FIG. 2 is a spectrum diagram showing oscillation of a Z servo system.

FIG. 3 is a flowchart illustrating an operation of a gain setting circuit system according to the embodiment.

FIG. 4 is a flowchart illustrating an operation of the scanning speed variable circuit system according to the embodiment.

FIG. 5 is a diagram showing an x scan voltage obtained according to the present embodiment.

FIG. 6 is a conceptual diagram of x-scanning movement of a probe obtained according to the present embodiment.

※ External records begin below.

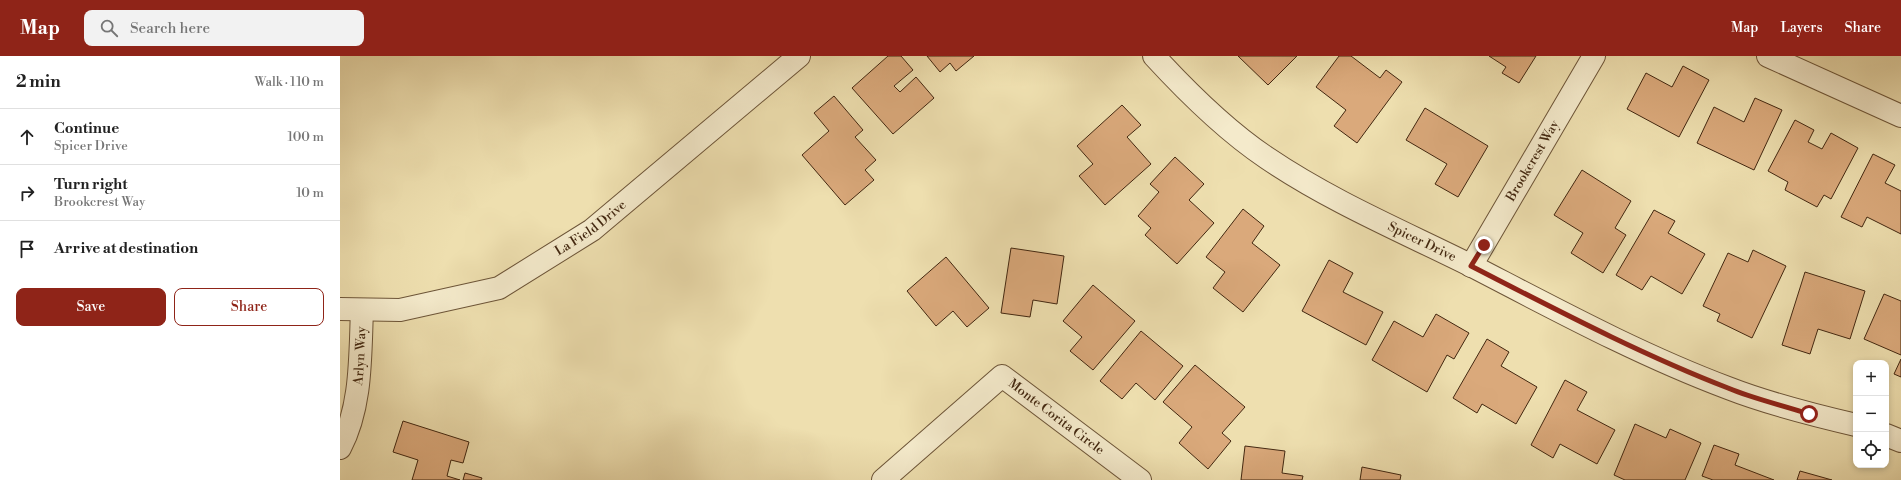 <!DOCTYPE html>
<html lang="en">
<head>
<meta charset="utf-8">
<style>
	:root { --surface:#fff; --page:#f2f2f2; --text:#222; --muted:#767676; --line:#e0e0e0; --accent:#8f2418 }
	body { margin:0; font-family:"Libre Bodoni",serif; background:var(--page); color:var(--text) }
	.controls { position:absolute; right:12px; bottom:12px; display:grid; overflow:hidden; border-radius:8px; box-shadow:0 2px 6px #0003 }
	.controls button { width:36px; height:36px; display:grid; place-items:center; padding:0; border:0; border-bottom:1px solid var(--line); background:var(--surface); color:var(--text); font:20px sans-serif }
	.stop { position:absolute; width:12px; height:12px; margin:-9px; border:3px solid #8f2418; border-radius:50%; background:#fff }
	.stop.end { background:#8f2418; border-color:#fff; box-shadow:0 1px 4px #0008 }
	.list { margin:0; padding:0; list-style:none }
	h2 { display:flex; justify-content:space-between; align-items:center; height:52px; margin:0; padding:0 16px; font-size:17px }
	h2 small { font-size:13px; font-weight:400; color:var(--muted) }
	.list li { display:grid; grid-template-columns:26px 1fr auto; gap:12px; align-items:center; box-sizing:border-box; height:56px; padding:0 16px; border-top:1px solid var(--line) }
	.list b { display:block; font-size:15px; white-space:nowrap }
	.list p { margin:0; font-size:13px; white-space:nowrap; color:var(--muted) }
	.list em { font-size:13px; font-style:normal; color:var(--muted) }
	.actions { display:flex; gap:8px; padding:12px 16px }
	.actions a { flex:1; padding:9px 0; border:1px solid var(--accent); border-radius:8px; text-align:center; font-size:14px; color:var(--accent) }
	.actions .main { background:var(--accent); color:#fff }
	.icon { flex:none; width:22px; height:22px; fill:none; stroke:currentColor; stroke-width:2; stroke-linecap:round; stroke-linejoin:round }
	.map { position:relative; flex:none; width:1561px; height:424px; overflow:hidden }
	header { display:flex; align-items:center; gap:24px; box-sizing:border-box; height:56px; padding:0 20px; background:var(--accent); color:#fff }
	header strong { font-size:19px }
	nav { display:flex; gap:22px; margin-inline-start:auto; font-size:14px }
	.search { width:280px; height:36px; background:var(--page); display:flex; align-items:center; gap:10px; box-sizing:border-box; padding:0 14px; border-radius:8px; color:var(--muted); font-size:15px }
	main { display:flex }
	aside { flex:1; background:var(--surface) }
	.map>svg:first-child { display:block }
	.building { fill:#daa97b; stroke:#422710 }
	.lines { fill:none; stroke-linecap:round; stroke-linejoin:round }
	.minor-casing { stroke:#6d5538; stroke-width:24 }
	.minor { stroke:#f4eacb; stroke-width:22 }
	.route { stroke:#8f2418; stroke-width:5 }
	.labels { text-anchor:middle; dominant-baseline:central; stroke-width:3; stroke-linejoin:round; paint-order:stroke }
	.street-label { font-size:13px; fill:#422710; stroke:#f4eacb }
</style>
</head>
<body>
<header>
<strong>Map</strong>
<div class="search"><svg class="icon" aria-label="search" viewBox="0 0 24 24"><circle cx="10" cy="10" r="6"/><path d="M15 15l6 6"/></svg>Search here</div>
<nav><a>Map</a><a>Layers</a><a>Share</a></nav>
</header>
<main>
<aside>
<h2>2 min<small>Walk · 110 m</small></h2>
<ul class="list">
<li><svg class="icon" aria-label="ahead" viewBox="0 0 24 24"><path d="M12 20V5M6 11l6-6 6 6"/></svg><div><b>Continue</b><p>Spicer Drive</p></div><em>100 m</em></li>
<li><svg class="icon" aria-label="right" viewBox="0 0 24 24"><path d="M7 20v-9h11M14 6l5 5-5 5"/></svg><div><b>Turn right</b><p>Brookcrest Way</p></div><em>10 m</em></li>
<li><svg class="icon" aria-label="arrive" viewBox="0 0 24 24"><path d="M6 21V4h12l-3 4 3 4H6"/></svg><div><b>Arrive at destination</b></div></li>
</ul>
<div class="actions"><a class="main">Save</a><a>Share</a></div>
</aside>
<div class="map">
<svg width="1561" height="424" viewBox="0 0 1561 424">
	<rect width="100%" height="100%" fill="#eedfaf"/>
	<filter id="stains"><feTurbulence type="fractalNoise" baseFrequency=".005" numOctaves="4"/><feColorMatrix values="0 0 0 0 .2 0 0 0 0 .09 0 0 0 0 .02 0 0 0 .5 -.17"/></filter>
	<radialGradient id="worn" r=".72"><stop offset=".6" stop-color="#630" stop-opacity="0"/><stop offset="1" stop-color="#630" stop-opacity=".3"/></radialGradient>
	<path class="building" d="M548 0H561L573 14 554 30 560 36 576 21 594 42 553 78 512 32Z
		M587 0H634L616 15 610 7 600 16Z
		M898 0H957L928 29Z
		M999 0H1011L1040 22 1046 14 1062 26 1017 87 994 70 1006 54 976 31Z
		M1149 0H1196L1179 27 1162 17 1166 11Z
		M1343 10 1369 24 1339 81 1287 53 1306 17 1332 31Z
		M494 40 523 74 515 81 536 104 525 114 534 124 505 149 462 99 489 75 474 57Z
		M1415 42 1442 54 1414 114 1357 87 1374 51 1404 66Z
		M782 49 801 69 787 81 811 108 765 149 739 120 753 108 737 90Z
		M1085 52 1148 90 1118 141 1095 128 1107 108 1066 84Z
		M1455 64 1474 74 1468 86 1482 93 1491 77 1518 92 1491 143 1484 139 1477 151 1445 134 1448 126 1428 115Z
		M1533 98 1555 109 1545 127 1561 135V178L1527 161 1522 171 1501 161Z
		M835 101 864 128 849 144 874 167 837 208 805 179 811 172 798 160 819 136 810 128Z
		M1242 114 1291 145 1275 172 1286 179 1263 217 1231 197 1243 177 1214 159Z
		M903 153 924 170 912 187 940 209 903 256 873 232 885 216 866 201Z
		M1314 154 1335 165 1328 177 1365 198 1342 238 1311 220 1302 234 1276 219Z
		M671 192 724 200 717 248 693 244 690 261 661 257Z
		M1413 194 1446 210 1412 282 1377 265 1380 258 1363 250 1388 197 1408 206Z
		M606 201 649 252 627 271 613 255 596 270 567 235Z
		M989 204 1013 217 1003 236 1043 256 1026 289 962 255Z
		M1465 216 1525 235 1510 283 1478 273 1470 298 1442 289Z
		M753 229 795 265 753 314 730 295 742 281 723 265Z
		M1544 238 1561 245V299L1524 283Z
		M1096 258 1129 277 1114 303 1107 299 1087 336 1032 304 1054 265 1083 281Z
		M801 275 843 310 815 344 796 327 782 343 760 325Z
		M1147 283 1169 296 1161 310 1197 331 1176 368 1142 348 1137 357 1113 342Z
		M1561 303V321L1554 318Z
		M855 309 905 351 882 377 891 385 868 413 839 387 852 371 823 346Z
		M1225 324 1247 336 1237 354 1275 374 1257 408 1220 388 1213 402 1191 389Z
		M63 365 129 386 123 407 111 404 107 420 120 424H72L78 404 53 396Z
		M1295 368 1326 382 1330 373 1361 387 1345 424H1285L1274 419Z
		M1374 389 1399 398 1395 409 1434 424H1373L1362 420Z
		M905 390 945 395 942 417 963 420 962 424H901Z
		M1022 411 1061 419 1060 424H1020Z
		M1460 415 1492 424H1457Z
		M125 417 142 422 141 424H123Z"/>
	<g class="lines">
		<defs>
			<g id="minor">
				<path id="s1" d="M814 0C848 37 885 74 927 102 992 146 1064 176 1134 211 1217 254 1300 299 1388 332 1429 348 1473 359 1516 369"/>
				<path d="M1428 0 1561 60"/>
				<path id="s2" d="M1131 210 1254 0"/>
				<path id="s3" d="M0 253 60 254 159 232 252 174 459 0"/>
				<path d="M1546 379 1561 385"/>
				<path id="s4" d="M0 392C22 350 20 300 22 254"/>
				<path id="s5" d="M543 424 662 320 800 424"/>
			</g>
		</defs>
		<use href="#minor" class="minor-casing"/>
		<use href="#minor" class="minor"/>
	</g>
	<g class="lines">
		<path class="route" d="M1144 189 1131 210C1215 253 1300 298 1388 332 1414 343 1442 349 1469 358"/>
	</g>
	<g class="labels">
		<g class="street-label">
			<text stroke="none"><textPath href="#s2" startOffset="122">Brookcrest Way</textPath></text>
			<text stroke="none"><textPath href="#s3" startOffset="271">La Field Drive</textPath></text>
			<text stroke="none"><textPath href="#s1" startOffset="329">Spicer Drive</textPath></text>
			<text stroke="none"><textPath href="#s4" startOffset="95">Arlyn Way</textPath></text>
			<text stroke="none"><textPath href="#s5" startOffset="226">Monte Corita Circle</textPath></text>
		</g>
	</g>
	<rect width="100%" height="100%" filter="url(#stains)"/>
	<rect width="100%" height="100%" fill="url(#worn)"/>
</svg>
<div class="controls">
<button>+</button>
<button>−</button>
<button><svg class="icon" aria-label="locate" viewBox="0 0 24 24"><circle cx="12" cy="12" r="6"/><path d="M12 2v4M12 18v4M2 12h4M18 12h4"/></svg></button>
</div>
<div class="stop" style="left:1469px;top:358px"></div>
<div class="stop end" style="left:1144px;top:189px"></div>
</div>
</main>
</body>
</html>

FIG. 7 is a block diagram illustrating a configuration of a conventional driving circuit.

[Explanation of symbols]

 1 Piezo scanner 2 Sample 3 Cantilever 6 Position detector 7 Preamplifier 8 Error amplifier 9 Proportional / integral circuit 10 z High voltage driver 14 D. S. P (digital signal processor) 16 xy scanning circuit 17 xy high voltage driver 22 input / output device 31 band pass filter 32 root mean square detector 33, 34 A / D converter.

Claims (4)

[Claims] 1. A scanning probe microscope having a Z servo system for controlling an operation of a probe for detecting a physical quantity on a sample surface, wherein: an oscillation detecting means for detecting oscillation of the Z servo system; A scanning probe microscope comprising: servo gain automatic setting means for automatically setting a servo gain of the Z servo system to a predetermined value based on an output. 2. The scanning probe microscope according to claim 1, wherein said oscillation detecting means includes a band-pass filter for extracting an oscillation frequency of said Z servo system, and a smoothing means for smoothing an output of said band-pass filter. A scanning probe microscope comprising: 3. The scanning probe microscope according to claim 1, wherein the servo gain automatic setting means changes the servo gain of the Z servo system by a predetermined amount, and outputs the servo gain in response to the change in the servo gain. Means for confirming the oscillation of the Z servo system from the data of the oscillation detecting means, and means for determining the servo gain of the Z servo system based on the servo gain when the oscillation of the Z servo system is confirmed. Scanning probe microscope. 4. A scanning probe microscope having a Z servo system for controlling an operation of a probe for detecting a physical quantity of a sample surface, a means for detecting a movement amount of the probe in a direction perpendicular to the sample surface, Means for outputting a stop signal for xy scanning parallel to the sample surface to the xy scanning means when the amount of movement of the probe exceeds a predetermined threshold; and the amount of movement of the probe has become less than or equal to the threshold. Means for releasing the stop signal at times.